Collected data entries
------------------------------

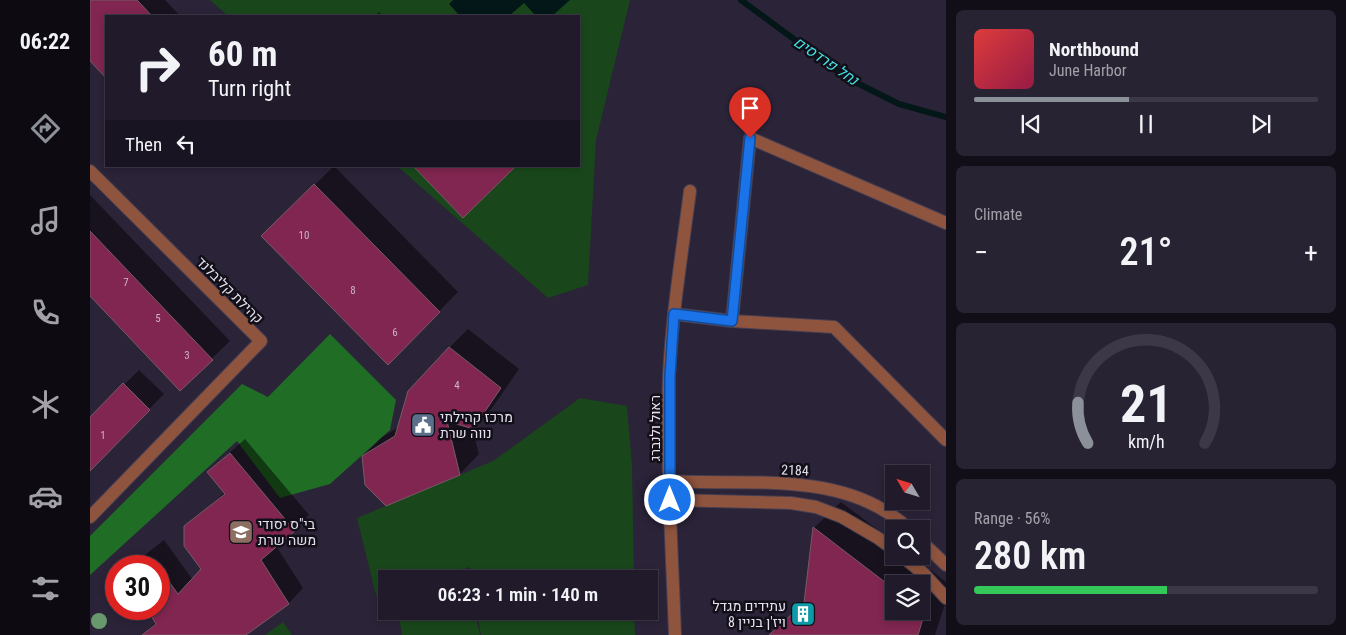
<!DOCTYPE html>
<meta charset="utf-8">
<style>
:root{--surface:#201a2a;--page:#282332;--text:#f1f3f6;--muted:#a2a1a8;--line:#3d3847;--accent:#8c9099}
body{margin:0;font-family:"Roboto Condensed",Heebo,sans-serif;background:var(--page);color:var(--text);height:100vh;display:flex;flex-direction:column;font-size:19px;white-space:nowrap}
*{box-sizing:border-box;margin:0}
p{font-size:16px;color:var(--muted)}
.icon{flex:none;width:28px;height:28px;fill:none;stroke:currentColor;stroke-width:2;stroke-linecap:round;stroke-linejoin:round}
.map{position:relative;flex:1;overflow:hidden}
.side{display:flex;flex-direction:column;gap:10px;padding:10px;background:#120e17;width:400px}
.side>*{flex:none}
.hud{position:absolute;left:15px;top:15px;width:475px;height:152px;border-radius:0px;box-shadow:0 2px 8px #0003,0 0 0 1px var(--line);background:#201a2a;color:var(--text);overflow:hidden}
.needle{width:32px;rotate:308deg}
.controls{position:absolute;left:795px;top:465px;display:grid;gap:10px}
.controls a{display:grid;place-items:center;width:45px;height:45px;border-radius:0px;background:var(--surface);box-shadow:0 2px 8px #0003,0 0 0 1px var(--line);font-size:25px}
.speed{position:absolute;left:15px;top:555px;display:flex;gap:10px;font-size:25px;font-weight:700;text-align:center}
.speed>*{display:grid;place-content:center;width:65px;height:65px;border-radius:50%;background:var(--surface);box-shadow:0 2px 8px #0003,0 0 0 1px var(--line);line-height:1}
.speed .limit{border:8px solid #d22;background:#fff;color:#111}
.pin{position:absolute;display:grid;place-items:center;width:42px;height:42px;color:#fff;margin:-51px -21px;border-radius:50% 50% 50% 0;rotate:-45deg;box-shadow:0 0 5px #0007}
.pin .icon{rotate:45deg}
.me{position:absolute;width:55px;margin:-28px;rotate:0deg;stroke-linejoin:round;filter:drop-shadow(0 0 4px #0008)}
.turn{display:flex;align-items:center;gap:18px;height:105px;padding:0 20px;font-size:22px}
.turn .icon{width:65px;height:65px;stroke-width:2.5}
.turn b{display:block;font-size:35px;line-height:42px}
.then{display:flex;align-items:center;height:48px;padding:0 20px;background:#0003;gap:10px;font-size:19px}
.big{font-size:38px;font-weight:600;line-height:1.1}
.side .widget{flex:1;display:flex;flex-direction:column;justify-content:center;gap:8px;min-width:0;padding:0 18px;border-radius:8px;background:var(--page)}
.side .dial{align-items:center;gap:0}
.dial svg{height:130px;overflow:visible;fill:none;stroke:var(--line);stroke-width:7;stroke-linecap:round;text-anchor:middle}
.dial text{fill:var(--text);stroke:none}
.song{display:flex;align-items:center;gap:15px}
.cover{width:60px;height:60px;border-radius:8px;background:linear-gradient(135deg,hsl(0 70% 55%),hsl(340 70% 35%))}
.played{height:5px;border-radius:2px;background:linear-gradient(90deg,var(--accent) 45%,var(--line) 45%)}
.keys{display:flex;justify-content:space-around;direction:ltr}
.heat{display:flex;justify-content:space-between;align-items:center;font-size:28px;direction:ltr}
.charge{height:8px;border-radius:4px;background:linear-gradient(90deg,#34c759 56%,var(--line) 0)}
.trip{position:absolute;left:288px;top:570px;width:280px;height:50px;border-radius:0px;background:var(--surface);box-shadow:0 2px 8px #0003,0 0 0 1px var(--line);font-weight:600;line-height:50px;text-align:center}
main{display:flex;flex:1;min-height:0}
.tab-bar{display:flex;flex-direction:column;width:90px;justify-content:space-around;align-items:center;background:#0d0a11;color:var(--muted)}
.tab-bar .icon{width:35px;height:35px}
.tab-bar .selected{color:var(--accent)}
.tab-bar b{font-size:22px;color:var(--text)}
.map>svg:first-child{display:block}
.green{fill:#19471b}
.forest{fill:#206d25}
.water{fill:#041718}
.shadow{fill:#0007;fill-rule:evenodd}
.lines{fill:none;stroke-linecap:round;stroke-linejoin:round}
.stream{stroke:#041718;stroke-width:6}
.building{fill:#802650;stroke:#765b65}
.service-casing{stroke:#453e52;stroke-width:14}
.minor-casing{stroke:#453e52;stroke-width:14}
.service{stroke:#8f543e;stroke-width:12}
.minor{stroke:#8f543e;stroke-width:12}
.tree{fill:#67996d}
.route-casing{stroke:#114b97;stroke-width:12}
.route{stroke:#1a73e8;stroke-width:9}
.labels{text-anchor:middle;stroke-width:5;stroke-linejoin:round;paint-order:stroke}
.number-label{font-size:11px;fill:#ccb2c7}
.street-label{font-size:14px;fill:#e5e1ef;stroke:#120f18}
.poi-label{font-size:14px;fill:#e5e1ef;stroke:#120f18;text-anchor:start}
.water-label{font-size:15px;font-style:italic;fill:#43e2e9;stroke:#120f18}
</style>
<main>
<nav class="tab-bar">
<b>06:22</b>
<svg class="icon selected" aria-label="directions" viewBox="0 0 24 24"><path d="M12 3l9 9-9 9-9-9zM9 14v-3h6M13 9l2 2-2 2"/></svg>
<svg class="icon" aria-label="music" viewBox="0 0 24 24"><path d="M9 18V5l10-2v13"/><circle cx="6" cy="18" r="3"/><circle cx="16" cy="16" r="3"/></svg>
<svg class="icon" aria-label="phone" viewBox="0 0 24 24"><path d="M5 4h4l2 5-3 2q2 4 5 5l2-3 5 2v4C11 20 4 13 5 4z"/></svg>
<svg class="icon" aria-label="climate" viewBox="0 0 24 24"><path d="M12 3v18M4 7l16 10M4 17L20 7"/></svg>
<svg class="icon" aria-label="car" viewBox="0 0 24 24"><path d="M5 17H2v-5l4-1 3-4h7l3 4 3 1v5h-3M9 17h6M6 11h13"/><circle cx="7" cy="17" r="2"/><circle cx="17" cy="17" r="2"/></svg>
<svg class="icon" aria-label="filters" viewBox="0 0 24 24"><path d="M4 7h16M4 17h16"/><circle cx="9" cy="7" r="2"/><circle cx="15" cy="17" r="2"/></svg>
</nav>
<div class="map">
<svg width="856" height="635" viewBox="0 0 856 635">
<rect width="100%" height="100%" fill="#2b2338"/>
<path class="green" d="M120,0H540L506,140L498,285L458,298L307,166H489V16H138Z
M490,398L537,406L542,466L544,579H382L380,567L342,579H296V592L286,595L267,518L403,461Z
M308,611H385L390,635H312Z
M387,611H544L545,635H391Z
M193,622L202,635H175Z"/>
<path class="forest" d="M240,334L306,400L300,430L240,484L190,498L147,441L0,575V536L152,384L178,397Z"/>
<path class="water" d="M363,0H480L462,16H446L434,3L419,16H370L359,4Z"/>
<path class="shadow" d="M0,0H75L90,16H16V76L0,59Z
M289,12L293,16H285Z
M244,166L368,292L298,363L173,236Z
M0,195L140,341L90,389L0,294Z
M378,329L429,369L402,408L382,428L389,454L370,474L273,456L292,437L309,427L359,348Z
M49,370L74,394L0,469V419Z
M155,439L219,515L186,546L213,588L199,603L154,635H52L66,622L58,609H69V566H41L74,540L103,580L113,569L96,527L135,492L118,472Z
M751,502L804,542V556H823L856,582V601L845,635H680L715,601L724,528ZM804,584H831V611H804Z
M26,578V604L13,592Z"/>
<g class="lines">
<path class="stream" d="M651,0L755,77L809,104L856,117"/>
</g>
<path class="building" d="M0,0H47L62,16H16V78L0,61Z
M323,166H426L373,218Z
M224,184L350,312L298,365L171,236Z
M0,231L123,360L90,391L0,296Z
M359,347L411,388L383,429L357,421L370,475L296,506L275,485L272,456L305,436L318,391Z
M33,383L60,410L0,471V417Z
M140,453L205,531L171,560L199,604L156,635H52L66,624L57,609H69V568L88,594L111,569L94,546V526L135,494L117,472Z
M723,527L804,589V611H831V609L835,612L828,635H679L714,603Z"/>
<g class="lines">
<defs>
<path id="service" d="M856,223L660,138L642,321L744,327L856,440
M584,314L642,321"/>
<path id="minor" d="M0,171L171,341L0,517
M580,481C660,486 755,469 819,529
M580,500L701,503L726,507L752,517L788,538L804,550
M831,541L856,565
M812,556L834,574L856,598
M585,635C582,549 576,462 579,376C582,314 592,253 600,191"/>
</defs>
<use href="#service" class="service-casing"/>
<use href="#minor" class="minor-casing"/>
<use href="#service" class="service"/>
<use href="#minor" class="minor"/>
</g>
<circle class="tree" cx="9" cy="621" r="8"/>
<g class="lines">
<defs>
<path id="route" d="M580,500V376L584,314L642,321L660,138"/>
</defs>
<use href="#route" class="route-casing"/>
<use href="#route" class="route"/>
</g>
<defs>
<symbol id="civic-square" viewBox="-11 -11 22 22"><rect x="-9" y="-9" width="18" height="18" rx="4" fill="#5c6f8a" stroke="#120f18"/><path d="M-.6-6.5H3V-4.5H.6V-3L4-1V1h2V6H-6V1h2V-1L-.6-3ZM-1.2 2.5V6h2.4V2.5Z" fill="#fff"/></symbol>
<symbol id="school-square" viewBox="-11 -11 22 22"><rect x="-9" y="-9" width="18" height="18" rx="4" fill="#8d6e63" stroke="#120f18"/><path d="M0-5L7-2L0 1L-7-2ZM-4 1L0 2.5L4 1V4Q0 6-4 4Z" fill="#fff"/></symbol>
<symbol id="building-square" viewBox="-11 -11 22 22"><rect x="-9" y="-9" width="18" height="18" rx="4" fill="#0f9aa8" stroke="#120f18"/><path d="M-4-6H4V6H1V3H-1V6H-4ZM-2.5-4.3h1.7v1.8h-1.7ZM.8-4.3h1.7v1.8H.8ZM-2.5-1h1.7V.8h-1.7ZM.8-1h1.7V.8H.8Z" fill="#fff"/></symbol>
</defs>
<g fill-rule="evenodd">
<use href="#civic-square" x="319" y="411" width="28" height="28"/>
<use href="#school-square" x="137" y="518" width="28" height="28"/>
<use href="#building-square" x="699" y="600" width="28" height="28"/>
</g>
<g class="labels">
<g class="number-label">
<text x="214" y="239">10</text>
<text x="36" y="286">7</text>
<text x="263" y="294">8</text>
<text x="68" y="322">5</text>
<text x="305" y="336">6</text>
<text x="97" y="359">3</text>
<text x="367" y="389">4</text>
<text x="13" y="439">1</text>
</g>
<g class="street-label">
<text transform="translate(140 290) rotate(45)" y="5">קהילת קליבלנד</text>
<text transform="translate(565 428) rotate(-90)" y="5">ראול ולנברג</text>
<text transform="translate(705 470) rotate(2)" y="5">2184</text>
</g>
<g class="poi-label">
<text x="350" y="422">מרכז קהילתי<tspan x="350" dy="16">נווה שרת</tspan></text>
<text x="168" y="529">בי"ס יסודי<tspan x="168" dy="16">משה שרת</tspan></text>
<text x="696" y="611" text-anchor="end">עתידים מגדל<tspan x="696" dy="16">ויז'ן בניין 8</tspan></text>
</g>
<g class="water-label">
<text transform="translate(736 61) rotate(34)" y="5">נחל פרדסים</text>
</g>
</g>
</svg>
<div class="controls">
<a><svg class="needle" viewBox="-14 -14 28 28"><path d="M0-13l5 13h-10z" fill="#e53935"/><path d="M0 13l5-13h-10z" fill="#a2a1a8"/></svg></a>
<a><svg class="icon" aria-label="search" viewBox="0 0 24 24"><circle cx="10" cy="10" r="6"/><path d="M15 15l6 6"/></svg></a>
<a><svg class="icon" aria-label="layers" viewBox="0 0 24 24"><path d="M12 4l9 5-9 5-9-5zM3 14l9 5 9-5"/></svg></a>
</div>
<div class="speed"><div class="limit">30</div></div>
<div class="pin" style="left:660px;top:138px;background:#d93025"><svg class="icon" aria-label="arrive" viewBox="0 0 24 24"><path d="M6 21V4h12l-3 4 3 4H6"/></svg></div>
<svg class="me" style="left:580px;top:500px" viewBox="-20 -20 40 40"><circle r="17" fill="#1a73e8" stroke="#fff" stroke-width="3"/><path d="M0-11L8 9 0 5-8 9z" fill="#fff"/></svg>
<div class="trip">06:23 · 1 min · 140 m</div>
<div class="hud">
<div class="turn"><svg class="icon" aria-label="right" viewBox="0 0 24 24"><path d="M7 20v-9h11M14 6l5 5-5 5"/></svg><div><b>60 m</b>Turn right</div></div>
<div class="then">Then<svg class="icon" aria-label="left" viewBox="0 0 24 24"><path d="M17 20v-9H6M10 6l-5 5 5 5"/></svg></div>
</div>
</div>
<section class="side">
<div class="widget">
<div class="song"><i class="cover"></i><div><b>Northbound</b><p>June Harbor</p></div></div>
<div class="played"></div>
<div class="keys"><svg class="icon" aria-label="previous" viewBox="0 0 24 24"><path d="M18 5L8 12l10 7zM5 5v14"/></svg><svg class="icon" aria-label="pause" viewBox="0 0 24 24"><path d="M8 5v14M16 5v14"/></svg><svg class="icon" aria-label="next" viewBox="0 0 24 24"><path d="M6 5l10 7-10 7zM19 5v14"/></svg></div>
</div>
<div class="widget"><p>Climate</p>
<div class="heat"><a>−</a><b class="big">21°</b><a>+</a></div>
</div>
<div class="widget dial"><svg viewBox="0 0 100 80">
<path d="M14 69A42 42 0 1 1 86 69"/>
<path d="M14 69A42 42 0 0 1 8 44" stroke="#8c9099"/>
<text x="50" y="56" font-size="32" font-weight="700">21</text>
<text x="50" y="72" font-size="11">km/h</text>
</svg></div>
<div class="widget"><p>Range · 56%</p><b class="big">280 km</b><div class="charge"></div></div>
</section>
</main>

------------------------------

▶ PROBLEM DESCRIPTION: Every line in the data that holds the string "forest" should be returned.

▶ SOLUTION BELOW:
.forest{fill:#206d25}
<path class="forest" d="M240,334L306,400L300,430L240,484L190,498L147,441L0,575V536L152,384L178,397Z"/>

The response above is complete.